Unfortunately, Australians will have to take him at his word. Details of the TPP11 are scant and won't be revealed until Australia has already signed the deal.
Leading into any parliamentary debate, voters and their leaders outside the government are barely equipped to reach informed positions and have had little chance to shape the outcome. Will Australian businesses get a fair deal? Will the government be protected from the legal action of foreign corporations? Until they see the text, no one outside the Coalition really knows.
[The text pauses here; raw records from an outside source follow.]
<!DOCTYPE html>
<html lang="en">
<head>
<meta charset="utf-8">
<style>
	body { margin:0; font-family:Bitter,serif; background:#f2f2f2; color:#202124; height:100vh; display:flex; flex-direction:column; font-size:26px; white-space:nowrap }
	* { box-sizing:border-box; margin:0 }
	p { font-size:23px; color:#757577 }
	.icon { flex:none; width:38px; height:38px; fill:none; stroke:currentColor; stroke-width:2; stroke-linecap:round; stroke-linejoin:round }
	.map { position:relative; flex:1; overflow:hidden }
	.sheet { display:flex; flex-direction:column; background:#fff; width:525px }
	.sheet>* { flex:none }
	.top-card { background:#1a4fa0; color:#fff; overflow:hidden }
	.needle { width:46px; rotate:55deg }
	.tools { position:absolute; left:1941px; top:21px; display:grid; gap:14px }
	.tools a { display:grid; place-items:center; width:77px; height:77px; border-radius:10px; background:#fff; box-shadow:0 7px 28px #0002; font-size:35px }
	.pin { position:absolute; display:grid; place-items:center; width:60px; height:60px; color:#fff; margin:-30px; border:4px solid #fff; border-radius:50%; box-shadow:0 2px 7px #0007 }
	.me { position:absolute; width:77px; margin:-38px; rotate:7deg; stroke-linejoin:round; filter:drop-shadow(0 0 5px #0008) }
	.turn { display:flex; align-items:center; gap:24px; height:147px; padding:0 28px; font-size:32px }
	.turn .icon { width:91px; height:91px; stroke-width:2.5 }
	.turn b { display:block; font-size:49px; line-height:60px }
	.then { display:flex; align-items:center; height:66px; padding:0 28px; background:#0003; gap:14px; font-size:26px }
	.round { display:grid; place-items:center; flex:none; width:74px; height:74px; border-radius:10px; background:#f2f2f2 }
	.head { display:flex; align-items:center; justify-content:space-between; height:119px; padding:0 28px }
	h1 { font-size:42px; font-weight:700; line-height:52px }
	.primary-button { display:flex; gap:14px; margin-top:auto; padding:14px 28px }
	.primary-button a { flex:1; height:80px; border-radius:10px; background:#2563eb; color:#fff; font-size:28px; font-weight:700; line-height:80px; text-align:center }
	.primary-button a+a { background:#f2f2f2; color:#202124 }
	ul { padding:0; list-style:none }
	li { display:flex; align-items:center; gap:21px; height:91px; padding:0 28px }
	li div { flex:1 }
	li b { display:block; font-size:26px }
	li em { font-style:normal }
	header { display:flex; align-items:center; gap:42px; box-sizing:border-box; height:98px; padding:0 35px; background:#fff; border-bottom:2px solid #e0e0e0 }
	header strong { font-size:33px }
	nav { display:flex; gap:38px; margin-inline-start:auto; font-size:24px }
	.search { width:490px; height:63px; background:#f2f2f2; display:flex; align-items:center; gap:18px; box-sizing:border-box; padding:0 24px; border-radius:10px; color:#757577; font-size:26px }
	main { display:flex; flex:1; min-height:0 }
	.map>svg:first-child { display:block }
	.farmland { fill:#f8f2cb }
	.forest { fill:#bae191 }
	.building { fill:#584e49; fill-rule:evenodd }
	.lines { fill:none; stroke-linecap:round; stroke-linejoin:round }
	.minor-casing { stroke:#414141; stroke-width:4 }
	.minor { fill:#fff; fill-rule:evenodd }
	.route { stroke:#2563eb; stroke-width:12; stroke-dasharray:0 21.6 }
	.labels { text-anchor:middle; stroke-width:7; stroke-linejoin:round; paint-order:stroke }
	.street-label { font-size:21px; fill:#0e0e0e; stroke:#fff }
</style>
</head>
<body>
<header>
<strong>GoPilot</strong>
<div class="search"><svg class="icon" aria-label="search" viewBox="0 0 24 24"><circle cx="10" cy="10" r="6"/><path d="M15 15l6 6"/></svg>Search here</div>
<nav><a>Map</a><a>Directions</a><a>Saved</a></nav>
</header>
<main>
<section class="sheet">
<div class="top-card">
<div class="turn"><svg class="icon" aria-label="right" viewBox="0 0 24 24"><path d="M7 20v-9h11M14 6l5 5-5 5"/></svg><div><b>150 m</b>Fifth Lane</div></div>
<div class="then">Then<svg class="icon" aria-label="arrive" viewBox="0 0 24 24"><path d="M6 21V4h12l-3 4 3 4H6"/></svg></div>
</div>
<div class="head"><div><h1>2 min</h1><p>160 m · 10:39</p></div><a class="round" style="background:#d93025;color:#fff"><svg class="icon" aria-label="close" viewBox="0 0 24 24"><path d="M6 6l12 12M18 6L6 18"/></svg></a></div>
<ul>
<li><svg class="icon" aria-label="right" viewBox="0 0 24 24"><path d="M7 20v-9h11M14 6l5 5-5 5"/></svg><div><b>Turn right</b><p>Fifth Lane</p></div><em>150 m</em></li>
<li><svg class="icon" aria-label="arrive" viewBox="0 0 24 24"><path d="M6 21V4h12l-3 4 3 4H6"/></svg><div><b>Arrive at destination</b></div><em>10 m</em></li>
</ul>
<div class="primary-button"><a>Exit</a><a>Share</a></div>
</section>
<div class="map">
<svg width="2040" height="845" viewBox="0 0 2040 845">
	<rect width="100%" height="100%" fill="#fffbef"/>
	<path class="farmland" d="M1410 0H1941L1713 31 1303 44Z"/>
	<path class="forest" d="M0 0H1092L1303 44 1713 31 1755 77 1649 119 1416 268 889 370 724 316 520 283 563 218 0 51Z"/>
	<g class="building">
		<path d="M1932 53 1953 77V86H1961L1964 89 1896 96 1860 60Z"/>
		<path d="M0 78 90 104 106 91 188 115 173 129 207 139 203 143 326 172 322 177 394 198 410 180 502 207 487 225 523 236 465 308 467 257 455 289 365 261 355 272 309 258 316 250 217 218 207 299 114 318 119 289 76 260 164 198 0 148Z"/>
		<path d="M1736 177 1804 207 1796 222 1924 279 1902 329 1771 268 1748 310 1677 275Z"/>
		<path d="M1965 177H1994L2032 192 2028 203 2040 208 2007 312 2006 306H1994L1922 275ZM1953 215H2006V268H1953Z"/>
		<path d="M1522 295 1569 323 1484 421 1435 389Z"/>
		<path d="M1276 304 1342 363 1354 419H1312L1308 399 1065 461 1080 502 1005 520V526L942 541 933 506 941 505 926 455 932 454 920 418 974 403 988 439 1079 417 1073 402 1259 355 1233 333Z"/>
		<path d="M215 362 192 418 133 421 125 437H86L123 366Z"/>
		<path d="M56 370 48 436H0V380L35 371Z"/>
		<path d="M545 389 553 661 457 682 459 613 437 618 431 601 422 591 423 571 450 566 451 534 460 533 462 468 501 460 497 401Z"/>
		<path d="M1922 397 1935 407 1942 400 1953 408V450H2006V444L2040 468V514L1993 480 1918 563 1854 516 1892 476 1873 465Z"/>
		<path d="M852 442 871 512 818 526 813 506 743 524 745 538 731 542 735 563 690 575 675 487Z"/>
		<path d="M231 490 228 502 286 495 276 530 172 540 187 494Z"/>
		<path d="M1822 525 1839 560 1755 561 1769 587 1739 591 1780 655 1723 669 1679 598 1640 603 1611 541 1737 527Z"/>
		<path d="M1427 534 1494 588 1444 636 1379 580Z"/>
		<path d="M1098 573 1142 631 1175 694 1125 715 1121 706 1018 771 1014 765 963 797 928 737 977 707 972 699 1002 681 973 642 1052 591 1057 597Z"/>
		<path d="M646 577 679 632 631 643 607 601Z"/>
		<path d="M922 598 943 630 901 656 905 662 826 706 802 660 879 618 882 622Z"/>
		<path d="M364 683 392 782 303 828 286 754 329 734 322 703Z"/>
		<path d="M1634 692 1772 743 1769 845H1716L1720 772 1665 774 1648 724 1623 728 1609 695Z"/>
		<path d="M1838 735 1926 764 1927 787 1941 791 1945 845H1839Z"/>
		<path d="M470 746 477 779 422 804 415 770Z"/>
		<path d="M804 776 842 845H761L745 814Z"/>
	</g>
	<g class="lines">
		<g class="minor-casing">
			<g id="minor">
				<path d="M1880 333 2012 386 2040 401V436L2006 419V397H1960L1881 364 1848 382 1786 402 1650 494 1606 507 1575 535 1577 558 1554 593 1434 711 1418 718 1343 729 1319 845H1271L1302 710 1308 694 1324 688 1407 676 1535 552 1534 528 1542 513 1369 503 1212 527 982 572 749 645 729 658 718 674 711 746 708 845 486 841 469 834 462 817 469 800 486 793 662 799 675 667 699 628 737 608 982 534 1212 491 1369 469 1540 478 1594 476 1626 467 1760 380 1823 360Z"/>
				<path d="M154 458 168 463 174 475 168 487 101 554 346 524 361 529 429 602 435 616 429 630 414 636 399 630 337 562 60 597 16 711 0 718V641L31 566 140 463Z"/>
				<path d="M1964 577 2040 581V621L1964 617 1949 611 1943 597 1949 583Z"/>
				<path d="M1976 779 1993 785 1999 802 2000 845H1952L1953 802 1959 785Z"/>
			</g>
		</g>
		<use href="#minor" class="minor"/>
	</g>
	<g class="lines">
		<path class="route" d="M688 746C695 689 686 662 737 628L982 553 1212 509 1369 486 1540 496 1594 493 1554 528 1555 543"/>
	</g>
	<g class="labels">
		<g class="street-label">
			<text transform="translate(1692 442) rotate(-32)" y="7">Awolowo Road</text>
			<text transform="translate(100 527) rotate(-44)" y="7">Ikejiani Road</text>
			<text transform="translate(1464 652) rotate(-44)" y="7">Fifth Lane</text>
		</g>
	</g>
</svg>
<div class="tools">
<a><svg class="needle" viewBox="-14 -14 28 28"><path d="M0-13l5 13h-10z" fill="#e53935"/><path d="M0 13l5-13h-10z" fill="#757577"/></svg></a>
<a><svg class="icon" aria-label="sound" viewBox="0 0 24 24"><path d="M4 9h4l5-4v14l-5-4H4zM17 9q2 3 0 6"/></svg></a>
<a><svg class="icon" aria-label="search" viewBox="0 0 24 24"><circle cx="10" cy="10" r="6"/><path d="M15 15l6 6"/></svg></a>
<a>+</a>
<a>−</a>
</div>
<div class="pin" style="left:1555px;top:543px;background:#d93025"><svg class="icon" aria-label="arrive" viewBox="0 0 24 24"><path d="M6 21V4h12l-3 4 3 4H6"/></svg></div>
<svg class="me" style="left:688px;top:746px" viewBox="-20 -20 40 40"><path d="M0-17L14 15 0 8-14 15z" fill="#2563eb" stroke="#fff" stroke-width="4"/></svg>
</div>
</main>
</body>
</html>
After Australia signs the deal, it can still back out if it doesn't want to ratify. The Coalition, a staunch supporter of the deal and of free trade, still needs Parliament's support and the TPP will need to be ratified by at least six participating countries' parliaments to come into force.
Australia's economy is small and by opening its borders to trade, it has found larger markets that have created wealth and grown its GDP. Free trade has, on balance, helped the country. But much of the public isn't on board with it today, and many are unsure of its benefits.
In Brexit, the economic boon of European Union membership wasn't enough to convince Brits who wanted more control over their own laws and borders. In the US, President Trump's promise to put "America first" was music to the ears of victims of a globalising world.
Free trade is pitted against democracy and sovereignty in such debates, and it's not surprising. If free trade is to survive, governments will need a mandate to negotiate deals for their countries. It's not only up to Australia's leaders to advocate deals and persuade voters to back them, as Mr Turnbull has tried. They need to inform them wholly of these agreements too - their benefits and drawbacks - before earning those mandates.
Without public access to their details, this is a hard task.